Possiamo discutere se abbia senso o meno riprodurre fedelmente quel sound di cui sopra, ma la freschezza e la qualità musicale di Home Is Where the Heart Is depongono a favore dell'artista, un vero "neo-tradizionalista" potremmo definirlo, che segue le tracce di gente come Dwight Yoakam e Marty Stuart e soprattutto si affianca ad altri personaggi della nuova leva quali Sturgill Simpson, già ampiamente declamati su queste pagine, che stanno ridando spinta al genere. Il disco è il secondo in carriera, dopo quel I'll Keep Calling registrato a Nashville, che a suo tempo segnalai con altrettanto entusiasmo. Restiamo sulle stesse coordinate: dieci brani fieramente attaccati al passato, e proprio per questo vincenti, una raccolta "conservatrice" anche nella durata, quei trenta minuti che un tempo erano la prassi per un ottimo album di country music. Così è anche nel caso di Home Is Where the Hurt Is, prodotto con il chitarrista dei Tough Choices Adam Meisterhans e un manipolo di musicisti locali, poco avvezzi alle lusinghe del mainstream e molto concentrati sulla materia. Ci sono anche i camei di Nikki Lane, seconda voce femminile, e Chance McCoy degli Old Crow Medicine Show, segno che Harris si sta facendo strada sulla scena indipendente.

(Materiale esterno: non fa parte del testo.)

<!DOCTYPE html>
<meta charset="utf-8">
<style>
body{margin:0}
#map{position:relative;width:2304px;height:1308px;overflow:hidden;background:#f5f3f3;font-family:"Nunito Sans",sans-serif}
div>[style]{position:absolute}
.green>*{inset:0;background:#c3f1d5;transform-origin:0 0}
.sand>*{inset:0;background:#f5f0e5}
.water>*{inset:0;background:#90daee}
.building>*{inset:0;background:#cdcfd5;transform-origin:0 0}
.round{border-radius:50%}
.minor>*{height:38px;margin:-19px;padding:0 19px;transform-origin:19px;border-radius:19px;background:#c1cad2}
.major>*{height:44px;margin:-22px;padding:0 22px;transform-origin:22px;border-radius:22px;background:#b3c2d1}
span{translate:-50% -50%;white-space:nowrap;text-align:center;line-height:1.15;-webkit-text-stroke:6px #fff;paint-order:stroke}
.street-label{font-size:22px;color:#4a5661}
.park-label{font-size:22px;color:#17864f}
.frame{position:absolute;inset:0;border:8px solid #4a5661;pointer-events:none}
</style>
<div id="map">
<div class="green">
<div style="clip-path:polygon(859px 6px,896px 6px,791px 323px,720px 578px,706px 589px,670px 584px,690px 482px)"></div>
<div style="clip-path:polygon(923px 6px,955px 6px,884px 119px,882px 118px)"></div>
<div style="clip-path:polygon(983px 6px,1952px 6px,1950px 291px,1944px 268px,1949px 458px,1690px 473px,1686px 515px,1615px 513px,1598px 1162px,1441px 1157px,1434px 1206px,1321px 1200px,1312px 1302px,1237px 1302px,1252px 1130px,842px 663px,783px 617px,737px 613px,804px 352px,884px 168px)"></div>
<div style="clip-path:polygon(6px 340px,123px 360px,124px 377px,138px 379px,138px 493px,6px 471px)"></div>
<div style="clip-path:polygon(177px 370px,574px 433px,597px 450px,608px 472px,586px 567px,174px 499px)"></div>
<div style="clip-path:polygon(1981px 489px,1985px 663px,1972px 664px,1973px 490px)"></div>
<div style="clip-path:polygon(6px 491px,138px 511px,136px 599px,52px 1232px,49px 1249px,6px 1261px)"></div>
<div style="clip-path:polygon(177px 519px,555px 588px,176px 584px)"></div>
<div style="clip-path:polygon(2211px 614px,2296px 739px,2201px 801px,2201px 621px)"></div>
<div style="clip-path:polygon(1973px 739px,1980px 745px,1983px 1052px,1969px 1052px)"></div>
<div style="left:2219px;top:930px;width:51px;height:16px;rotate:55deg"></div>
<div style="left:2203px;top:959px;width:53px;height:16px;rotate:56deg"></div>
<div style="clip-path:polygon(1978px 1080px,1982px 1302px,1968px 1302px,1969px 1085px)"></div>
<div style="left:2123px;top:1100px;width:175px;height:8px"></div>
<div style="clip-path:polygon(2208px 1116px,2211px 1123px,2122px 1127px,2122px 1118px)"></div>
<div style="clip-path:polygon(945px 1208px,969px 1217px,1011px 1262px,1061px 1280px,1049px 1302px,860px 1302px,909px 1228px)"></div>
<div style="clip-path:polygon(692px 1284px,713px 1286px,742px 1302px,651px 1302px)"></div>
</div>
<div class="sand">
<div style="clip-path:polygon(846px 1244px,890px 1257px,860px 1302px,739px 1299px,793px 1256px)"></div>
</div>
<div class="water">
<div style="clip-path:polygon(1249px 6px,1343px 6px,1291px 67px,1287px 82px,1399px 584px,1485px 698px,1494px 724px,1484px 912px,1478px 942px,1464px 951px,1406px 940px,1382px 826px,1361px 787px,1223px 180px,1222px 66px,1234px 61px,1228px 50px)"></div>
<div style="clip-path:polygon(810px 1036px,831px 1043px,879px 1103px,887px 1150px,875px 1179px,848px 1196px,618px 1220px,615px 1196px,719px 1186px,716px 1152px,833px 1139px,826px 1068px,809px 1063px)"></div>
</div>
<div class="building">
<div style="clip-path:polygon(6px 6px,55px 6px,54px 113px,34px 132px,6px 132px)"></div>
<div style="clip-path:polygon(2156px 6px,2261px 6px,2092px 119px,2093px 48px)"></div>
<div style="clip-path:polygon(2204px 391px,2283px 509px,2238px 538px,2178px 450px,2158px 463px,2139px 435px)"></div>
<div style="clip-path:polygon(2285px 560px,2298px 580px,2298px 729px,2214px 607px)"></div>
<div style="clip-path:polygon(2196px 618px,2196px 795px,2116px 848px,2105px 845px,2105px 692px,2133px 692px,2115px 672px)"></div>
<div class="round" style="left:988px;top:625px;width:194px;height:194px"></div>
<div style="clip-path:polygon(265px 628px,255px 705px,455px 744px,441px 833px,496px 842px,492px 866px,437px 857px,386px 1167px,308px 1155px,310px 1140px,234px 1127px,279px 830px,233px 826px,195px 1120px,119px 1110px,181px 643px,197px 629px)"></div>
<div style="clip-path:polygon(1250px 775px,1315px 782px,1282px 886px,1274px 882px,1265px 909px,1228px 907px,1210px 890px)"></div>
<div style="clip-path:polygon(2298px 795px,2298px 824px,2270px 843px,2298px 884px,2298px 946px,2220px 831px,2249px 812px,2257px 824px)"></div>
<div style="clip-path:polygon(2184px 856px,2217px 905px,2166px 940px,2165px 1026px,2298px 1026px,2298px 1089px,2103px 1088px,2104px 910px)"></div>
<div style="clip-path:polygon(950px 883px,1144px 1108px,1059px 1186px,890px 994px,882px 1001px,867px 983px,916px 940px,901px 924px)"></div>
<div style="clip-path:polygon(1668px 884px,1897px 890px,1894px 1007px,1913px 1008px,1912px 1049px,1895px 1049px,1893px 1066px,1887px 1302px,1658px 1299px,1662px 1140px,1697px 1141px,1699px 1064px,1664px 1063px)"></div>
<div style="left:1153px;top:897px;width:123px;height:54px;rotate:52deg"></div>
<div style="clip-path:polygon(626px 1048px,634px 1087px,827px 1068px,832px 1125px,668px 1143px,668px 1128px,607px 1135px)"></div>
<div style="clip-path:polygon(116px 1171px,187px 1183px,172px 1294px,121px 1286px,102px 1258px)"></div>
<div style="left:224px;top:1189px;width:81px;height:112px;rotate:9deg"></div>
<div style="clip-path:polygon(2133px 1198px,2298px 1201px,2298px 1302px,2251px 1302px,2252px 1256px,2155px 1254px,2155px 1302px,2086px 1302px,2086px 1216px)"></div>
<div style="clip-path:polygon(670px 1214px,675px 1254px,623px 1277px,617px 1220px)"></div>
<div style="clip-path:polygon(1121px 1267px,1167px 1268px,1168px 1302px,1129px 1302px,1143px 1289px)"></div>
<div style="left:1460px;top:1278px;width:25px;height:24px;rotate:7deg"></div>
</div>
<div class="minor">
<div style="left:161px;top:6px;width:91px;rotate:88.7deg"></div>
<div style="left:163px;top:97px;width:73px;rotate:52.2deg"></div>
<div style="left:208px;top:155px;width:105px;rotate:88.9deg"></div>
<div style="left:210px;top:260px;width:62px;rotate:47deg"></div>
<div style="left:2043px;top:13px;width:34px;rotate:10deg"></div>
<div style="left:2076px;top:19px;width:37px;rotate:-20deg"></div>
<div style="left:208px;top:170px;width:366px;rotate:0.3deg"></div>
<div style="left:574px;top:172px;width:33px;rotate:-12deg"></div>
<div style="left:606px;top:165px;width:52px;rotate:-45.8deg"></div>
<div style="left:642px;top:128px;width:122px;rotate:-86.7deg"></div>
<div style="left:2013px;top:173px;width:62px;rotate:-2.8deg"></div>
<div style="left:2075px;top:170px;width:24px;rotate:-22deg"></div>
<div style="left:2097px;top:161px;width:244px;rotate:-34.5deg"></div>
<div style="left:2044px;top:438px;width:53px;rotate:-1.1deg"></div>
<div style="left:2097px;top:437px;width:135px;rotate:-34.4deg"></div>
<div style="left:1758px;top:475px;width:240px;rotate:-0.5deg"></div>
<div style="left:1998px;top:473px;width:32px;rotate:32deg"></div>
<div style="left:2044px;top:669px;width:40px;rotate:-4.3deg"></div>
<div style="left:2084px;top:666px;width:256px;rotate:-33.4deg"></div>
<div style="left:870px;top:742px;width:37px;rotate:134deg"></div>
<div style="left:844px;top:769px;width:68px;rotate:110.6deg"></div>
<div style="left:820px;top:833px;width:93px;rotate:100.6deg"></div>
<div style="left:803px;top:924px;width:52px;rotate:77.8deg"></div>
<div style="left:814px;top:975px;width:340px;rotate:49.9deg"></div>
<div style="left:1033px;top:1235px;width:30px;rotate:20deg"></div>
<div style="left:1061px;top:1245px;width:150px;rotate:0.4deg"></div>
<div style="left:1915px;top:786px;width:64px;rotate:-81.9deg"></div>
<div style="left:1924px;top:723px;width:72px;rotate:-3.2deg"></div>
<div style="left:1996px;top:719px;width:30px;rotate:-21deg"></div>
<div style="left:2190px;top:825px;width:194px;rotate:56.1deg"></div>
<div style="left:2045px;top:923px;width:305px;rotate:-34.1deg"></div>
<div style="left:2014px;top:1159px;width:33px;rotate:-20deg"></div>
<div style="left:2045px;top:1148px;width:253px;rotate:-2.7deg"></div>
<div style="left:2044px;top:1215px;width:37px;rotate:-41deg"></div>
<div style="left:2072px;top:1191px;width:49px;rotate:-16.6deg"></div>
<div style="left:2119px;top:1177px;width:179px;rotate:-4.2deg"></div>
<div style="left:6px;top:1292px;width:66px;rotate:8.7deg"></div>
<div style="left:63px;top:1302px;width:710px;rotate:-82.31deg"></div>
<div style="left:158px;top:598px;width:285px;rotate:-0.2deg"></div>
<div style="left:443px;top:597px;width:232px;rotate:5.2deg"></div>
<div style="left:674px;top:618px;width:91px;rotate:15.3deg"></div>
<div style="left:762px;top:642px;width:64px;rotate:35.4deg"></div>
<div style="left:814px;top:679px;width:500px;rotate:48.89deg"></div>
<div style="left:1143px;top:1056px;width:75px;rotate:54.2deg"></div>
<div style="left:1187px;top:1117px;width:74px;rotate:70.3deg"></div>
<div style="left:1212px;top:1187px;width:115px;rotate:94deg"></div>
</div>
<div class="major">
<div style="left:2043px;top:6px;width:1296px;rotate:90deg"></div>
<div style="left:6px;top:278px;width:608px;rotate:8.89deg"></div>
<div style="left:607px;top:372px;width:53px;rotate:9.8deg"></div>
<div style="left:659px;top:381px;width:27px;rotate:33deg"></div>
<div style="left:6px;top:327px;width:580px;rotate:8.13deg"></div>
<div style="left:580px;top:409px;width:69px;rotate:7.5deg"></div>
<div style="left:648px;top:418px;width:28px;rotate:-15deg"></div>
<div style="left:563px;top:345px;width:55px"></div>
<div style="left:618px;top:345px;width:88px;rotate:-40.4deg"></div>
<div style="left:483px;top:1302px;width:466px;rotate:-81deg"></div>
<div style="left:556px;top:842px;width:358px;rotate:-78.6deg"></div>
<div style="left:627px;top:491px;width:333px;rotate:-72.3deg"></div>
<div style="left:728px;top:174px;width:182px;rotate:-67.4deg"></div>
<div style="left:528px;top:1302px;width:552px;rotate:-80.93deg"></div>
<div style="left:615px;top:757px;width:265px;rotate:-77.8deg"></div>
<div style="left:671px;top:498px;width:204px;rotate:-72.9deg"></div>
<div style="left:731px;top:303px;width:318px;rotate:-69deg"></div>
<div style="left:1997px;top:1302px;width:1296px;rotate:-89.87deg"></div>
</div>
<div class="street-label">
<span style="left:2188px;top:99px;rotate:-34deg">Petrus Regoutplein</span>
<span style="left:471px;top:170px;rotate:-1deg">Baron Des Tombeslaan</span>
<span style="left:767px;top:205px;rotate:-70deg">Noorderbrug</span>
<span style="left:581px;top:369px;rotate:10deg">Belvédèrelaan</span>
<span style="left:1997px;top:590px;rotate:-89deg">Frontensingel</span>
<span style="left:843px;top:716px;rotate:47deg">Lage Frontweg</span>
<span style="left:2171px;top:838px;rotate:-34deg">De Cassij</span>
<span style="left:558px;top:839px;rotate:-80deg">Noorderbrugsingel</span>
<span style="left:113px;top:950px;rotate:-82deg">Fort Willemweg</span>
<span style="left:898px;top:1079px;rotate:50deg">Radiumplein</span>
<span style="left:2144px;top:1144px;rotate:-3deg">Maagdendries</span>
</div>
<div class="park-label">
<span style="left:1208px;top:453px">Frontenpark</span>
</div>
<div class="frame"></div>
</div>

Non parlategli però di Americana, perché lui ci tiene al suo pedigree country e ha tutte le ragioni di questo mondo: la scopiettante apertura di Give a Little Lovin' e il suo piano boogie, il finale in odore di rockabillly di Young Women and Old Guitars (al sax l'ospite Steve Berlin), il classico honky tonk di A Breaking Heart, perso tra le leggende di George Jones e Ray Price, i colori del border che affiorano in South Oklahoma e Maria, le cadenzate Old Love Letters e Every Little Piece, infarcite di chitarroni dall'inconfondibile twang e spiritate pedal steel (Brett Resnick, elemento essenziale per ricreare le suggestioni retro-country del lavoro). È una festa vecchio stile e il divertimento è assicurato: One for Every Day potrebbe uscire da un jukebox dei primi anni sessanta, naturalmente dalle parti di Bakerfield, e l'acustica, pizzicata Truckstop Amphetamines ha un titolo che da solo vale la spesa. Conciso e spigliato: la "conservazione" ogni tanto è una parola positiva, credetemi.